## Directions for this task:
This task calls for copying each line below that contains "linejoin".

(Records contained in a dataset)

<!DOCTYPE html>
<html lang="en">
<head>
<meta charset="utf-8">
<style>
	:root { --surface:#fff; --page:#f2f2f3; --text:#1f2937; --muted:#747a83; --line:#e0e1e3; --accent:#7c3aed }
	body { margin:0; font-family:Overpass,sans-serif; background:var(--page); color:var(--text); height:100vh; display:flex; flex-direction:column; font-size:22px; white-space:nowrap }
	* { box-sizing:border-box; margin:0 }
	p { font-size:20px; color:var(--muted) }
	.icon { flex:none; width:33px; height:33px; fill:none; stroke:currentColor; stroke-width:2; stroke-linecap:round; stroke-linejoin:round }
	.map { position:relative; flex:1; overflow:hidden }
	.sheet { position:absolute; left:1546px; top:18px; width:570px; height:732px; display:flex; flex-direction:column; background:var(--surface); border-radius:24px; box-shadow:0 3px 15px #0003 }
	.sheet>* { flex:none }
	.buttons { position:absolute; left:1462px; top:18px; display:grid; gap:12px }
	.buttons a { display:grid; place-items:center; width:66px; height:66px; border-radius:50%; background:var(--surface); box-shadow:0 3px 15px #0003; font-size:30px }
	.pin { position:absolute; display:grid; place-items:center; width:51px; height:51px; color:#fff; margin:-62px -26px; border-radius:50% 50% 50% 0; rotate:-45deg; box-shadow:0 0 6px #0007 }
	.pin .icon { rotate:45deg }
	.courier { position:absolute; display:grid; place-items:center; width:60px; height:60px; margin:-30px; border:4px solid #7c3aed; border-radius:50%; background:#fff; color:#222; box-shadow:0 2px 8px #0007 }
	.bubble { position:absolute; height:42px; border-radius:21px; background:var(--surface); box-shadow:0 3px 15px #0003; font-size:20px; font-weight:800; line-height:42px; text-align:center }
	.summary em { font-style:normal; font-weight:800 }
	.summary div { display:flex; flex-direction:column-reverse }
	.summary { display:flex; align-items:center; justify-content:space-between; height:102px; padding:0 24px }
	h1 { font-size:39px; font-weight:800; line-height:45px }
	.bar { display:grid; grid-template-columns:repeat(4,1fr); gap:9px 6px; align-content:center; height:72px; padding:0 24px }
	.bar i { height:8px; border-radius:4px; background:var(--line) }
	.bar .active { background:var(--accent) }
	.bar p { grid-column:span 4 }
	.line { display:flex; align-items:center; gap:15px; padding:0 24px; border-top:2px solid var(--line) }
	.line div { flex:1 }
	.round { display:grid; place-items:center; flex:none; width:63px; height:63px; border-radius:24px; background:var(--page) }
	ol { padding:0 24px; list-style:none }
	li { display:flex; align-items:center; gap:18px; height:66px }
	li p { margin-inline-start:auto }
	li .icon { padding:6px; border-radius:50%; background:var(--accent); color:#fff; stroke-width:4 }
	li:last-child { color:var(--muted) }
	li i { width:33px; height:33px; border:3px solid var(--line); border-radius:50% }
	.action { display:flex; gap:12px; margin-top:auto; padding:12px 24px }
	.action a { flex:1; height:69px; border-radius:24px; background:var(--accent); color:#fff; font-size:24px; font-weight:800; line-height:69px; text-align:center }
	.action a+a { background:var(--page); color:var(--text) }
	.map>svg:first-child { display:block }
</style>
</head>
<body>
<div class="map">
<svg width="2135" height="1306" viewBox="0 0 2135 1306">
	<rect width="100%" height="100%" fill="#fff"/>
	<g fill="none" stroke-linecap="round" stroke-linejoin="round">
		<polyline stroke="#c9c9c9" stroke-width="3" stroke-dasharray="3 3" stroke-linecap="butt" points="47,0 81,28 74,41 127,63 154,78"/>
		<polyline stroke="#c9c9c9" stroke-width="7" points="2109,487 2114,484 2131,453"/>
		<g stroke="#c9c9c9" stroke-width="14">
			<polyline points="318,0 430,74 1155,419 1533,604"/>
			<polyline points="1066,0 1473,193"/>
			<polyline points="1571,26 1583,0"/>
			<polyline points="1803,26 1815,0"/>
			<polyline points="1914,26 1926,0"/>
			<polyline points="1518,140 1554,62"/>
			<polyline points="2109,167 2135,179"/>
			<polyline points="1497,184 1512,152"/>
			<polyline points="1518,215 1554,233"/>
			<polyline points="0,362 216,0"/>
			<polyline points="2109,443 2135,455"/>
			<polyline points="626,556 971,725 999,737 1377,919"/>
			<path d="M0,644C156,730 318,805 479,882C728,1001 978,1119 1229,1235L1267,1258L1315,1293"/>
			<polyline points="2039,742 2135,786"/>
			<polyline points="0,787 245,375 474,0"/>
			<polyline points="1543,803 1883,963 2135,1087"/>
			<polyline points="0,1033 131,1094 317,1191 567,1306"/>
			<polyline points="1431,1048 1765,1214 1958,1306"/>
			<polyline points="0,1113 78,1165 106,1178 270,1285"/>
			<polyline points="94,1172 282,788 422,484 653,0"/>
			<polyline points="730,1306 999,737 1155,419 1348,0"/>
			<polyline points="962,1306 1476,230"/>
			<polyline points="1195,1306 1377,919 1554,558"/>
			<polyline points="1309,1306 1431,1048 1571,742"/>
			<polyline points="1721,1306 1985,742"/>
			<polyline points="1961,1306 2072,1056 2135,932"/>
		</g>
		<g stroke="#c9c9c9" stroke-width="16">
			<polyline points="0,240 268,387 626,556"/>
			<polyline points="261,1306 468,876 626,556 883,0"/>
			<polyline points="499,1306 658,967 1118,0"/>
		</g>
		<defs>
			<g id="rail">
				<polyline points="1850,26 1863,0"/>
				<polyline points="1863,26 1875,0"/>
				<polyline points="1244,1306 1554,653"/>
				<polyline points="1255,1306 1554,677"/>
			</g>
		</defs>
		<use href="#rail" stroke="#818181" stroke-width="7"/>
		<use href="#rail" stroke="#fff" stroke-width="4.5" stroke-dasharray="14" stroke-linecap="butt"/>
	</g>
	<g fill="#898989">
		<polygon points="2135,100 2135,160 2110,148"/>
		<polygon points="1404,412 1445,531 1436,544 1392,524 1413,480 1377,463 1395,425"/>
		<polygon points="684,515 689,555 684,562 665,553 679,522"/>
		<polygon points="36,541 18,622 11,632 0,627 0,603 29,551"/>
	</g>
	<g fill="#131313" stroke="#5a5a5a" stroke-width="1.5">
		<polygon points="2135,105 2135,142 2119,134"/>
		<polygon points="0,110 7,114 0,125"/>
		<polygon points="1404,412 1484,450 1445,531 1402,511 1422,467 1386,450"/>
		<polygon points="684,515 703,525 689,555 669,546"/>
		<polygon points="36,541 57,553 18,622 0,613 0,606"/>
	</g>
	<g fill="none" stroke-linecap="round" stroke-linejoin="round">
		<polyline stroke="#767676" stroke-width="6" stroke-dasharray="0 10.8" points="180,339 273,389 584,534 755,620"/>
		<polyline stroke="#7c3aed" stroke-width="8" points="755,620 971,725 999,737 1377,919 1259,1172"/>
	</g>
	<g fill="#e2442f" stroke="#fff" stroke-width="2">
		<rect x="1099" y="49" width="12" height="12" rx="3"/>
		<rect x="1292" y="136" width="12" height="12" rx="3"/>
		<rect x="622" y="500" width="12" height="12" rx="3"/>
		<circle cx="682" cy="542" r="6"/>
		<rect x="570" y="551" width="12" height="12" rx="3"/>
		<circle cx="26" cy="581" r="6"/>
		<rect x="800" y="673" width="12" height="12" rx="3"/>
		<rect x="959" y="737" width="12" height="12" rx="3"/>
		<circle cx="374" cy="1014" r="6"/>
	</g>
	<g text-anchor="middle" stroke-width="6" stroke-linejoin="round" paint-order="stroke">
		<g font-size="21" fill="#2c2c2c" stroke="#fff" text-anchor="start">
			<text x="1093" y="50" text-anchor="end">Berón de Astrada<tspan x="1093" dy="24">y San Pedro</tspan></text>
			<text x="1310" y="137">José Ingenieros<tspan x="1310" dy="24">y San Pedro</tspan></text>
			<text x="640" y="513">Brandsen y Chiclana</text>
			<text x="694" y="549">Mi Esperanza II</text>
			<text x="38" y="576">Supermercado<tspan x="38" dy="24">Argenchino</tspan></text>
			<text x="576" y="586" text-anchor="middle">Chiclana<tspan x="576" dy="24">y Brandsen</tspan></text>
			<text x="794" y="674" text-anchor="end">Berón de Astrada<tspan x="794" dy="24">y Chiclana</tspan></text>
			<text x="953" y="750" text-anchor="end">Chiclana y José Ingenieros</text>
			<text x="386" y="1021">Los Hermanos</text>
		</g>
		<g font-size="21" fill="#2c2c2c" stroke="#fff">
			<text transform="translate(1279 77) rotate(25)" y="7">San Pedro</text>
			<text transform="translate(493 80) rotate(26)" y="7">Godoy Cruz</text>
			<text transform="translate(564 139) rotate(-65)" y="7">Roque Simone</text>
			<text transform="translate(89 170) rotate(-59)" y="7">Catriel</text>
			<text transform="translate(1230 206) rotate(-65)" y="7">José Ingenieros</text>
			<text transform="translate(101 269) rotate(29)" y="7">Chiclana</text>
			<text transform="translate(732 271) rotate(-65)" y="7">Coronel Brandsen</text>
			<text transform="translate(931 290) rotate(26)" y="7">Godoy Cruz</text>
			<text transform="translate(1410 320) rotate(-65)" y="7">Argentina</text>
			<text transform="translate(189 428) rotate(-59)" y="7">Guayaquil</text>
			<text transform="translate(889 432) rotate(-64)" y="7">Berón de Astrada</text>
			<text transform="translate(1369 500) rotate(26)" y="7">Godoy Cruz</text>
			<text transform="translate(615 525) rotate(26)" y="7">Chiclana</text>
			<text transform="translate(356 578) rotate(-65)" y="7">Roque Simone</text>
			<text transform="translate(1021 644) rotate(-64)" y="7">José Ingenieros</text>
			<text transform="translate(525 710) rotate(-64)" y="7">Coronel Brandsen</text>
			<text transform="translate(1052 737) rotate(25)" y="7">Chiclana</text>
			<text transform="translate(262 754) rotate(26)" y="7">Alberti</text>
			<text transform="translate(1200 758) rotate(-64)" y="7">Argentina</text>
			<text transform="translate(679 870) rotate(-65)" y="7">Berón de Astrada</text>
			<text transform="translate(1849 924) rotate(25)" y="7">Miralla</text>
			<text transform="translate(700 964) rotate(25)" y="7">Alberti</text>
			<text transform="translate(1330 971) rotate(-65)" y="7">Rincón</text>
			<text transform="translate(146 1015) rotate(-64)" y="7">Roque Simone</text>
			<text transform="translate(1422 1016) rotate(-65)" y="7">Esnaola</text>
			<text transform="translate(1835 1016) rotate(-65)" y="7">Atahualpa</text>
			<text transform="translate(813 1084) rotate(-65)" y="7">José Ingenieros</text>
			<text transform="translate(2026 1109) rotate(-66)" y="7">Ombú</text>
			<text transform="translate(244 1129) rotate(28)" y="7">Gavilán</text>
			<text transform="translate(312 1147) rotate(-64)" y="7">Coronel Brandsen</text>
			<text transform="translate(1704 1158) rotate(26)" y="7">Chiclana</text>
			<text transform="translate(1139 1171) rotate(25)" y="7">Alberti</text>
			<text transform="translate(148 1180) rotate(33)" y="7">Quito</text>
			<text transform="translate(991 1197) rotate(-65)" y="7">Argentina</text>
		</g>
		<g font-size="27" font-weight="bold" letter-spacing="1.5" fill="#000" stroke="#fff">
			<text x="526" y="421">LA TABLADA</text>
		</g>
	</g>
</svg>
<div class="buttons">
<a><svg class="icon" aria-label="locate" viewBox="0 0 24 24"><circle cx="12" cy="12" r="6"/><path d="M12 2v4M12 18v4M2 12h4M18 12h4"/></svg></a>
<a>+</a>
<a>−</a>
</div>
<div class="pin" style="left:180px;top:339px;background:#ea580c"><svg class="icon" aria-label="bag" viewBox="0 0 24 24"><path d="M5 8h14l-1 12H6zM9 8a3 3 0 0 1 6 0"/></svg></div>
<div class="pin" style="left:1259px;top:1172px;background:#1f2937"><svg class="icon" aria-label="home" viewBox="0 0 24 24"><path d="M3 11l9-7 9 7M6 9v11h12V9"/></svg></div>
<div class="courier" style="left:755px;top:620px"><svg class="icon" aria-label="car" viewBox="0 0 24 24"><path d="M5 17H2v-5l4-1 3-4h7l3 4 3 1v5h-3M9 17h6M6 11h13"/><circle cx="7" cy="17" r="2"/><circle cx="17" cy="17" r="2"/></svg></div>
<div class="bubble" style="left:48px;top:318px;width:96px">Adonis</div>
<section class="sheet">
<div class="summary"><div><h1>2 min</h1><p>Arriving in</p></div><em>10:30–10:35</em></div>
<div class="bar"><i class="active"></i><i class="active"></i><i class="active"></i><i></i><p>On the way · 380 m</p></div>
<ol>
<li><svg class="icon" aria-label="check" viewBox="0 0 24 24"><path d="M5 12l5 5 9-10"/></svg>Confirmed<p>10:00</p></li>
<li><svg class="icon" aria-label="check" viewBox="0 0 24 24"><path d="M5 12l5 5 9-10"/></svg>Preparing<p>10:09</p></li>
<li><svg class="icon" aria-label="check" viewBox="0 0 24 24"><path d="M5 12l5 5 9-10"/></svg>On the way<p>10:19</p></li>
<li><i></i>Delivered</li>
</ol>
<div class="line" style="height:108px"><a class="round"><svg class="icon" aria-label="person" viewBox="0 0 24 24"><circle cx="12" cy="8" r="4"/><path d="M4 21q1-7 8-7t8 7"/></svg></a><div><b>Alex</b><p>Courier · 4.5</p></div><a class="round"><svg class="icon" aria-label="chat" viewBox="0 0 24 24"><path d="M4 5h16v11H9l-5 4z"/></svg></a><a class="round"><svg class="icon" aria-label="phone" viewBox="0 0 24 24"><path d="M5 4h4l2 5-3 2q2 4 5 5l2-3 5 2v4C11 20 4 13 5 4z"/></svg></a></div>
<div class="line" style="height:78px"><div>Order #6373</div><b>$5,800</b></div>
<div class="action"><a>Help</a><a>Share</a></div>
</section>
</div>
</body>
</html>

## Solved exercise:
	.icon { flex:none; width:33px; height:33px; fill:none; stroke:currentColor; stroke-width:2; stroke-linecap:round; stroke-linejoin:round }
	<g fill="none" stroke-linecap="round" stroke-linejoin="round">
	<g fill="none" stroke-linecap="round" stroke-linejoin="round">
	<g text-anchor="middle" stroke-width="6" stroke-linejoin="round" paint-order="stroke">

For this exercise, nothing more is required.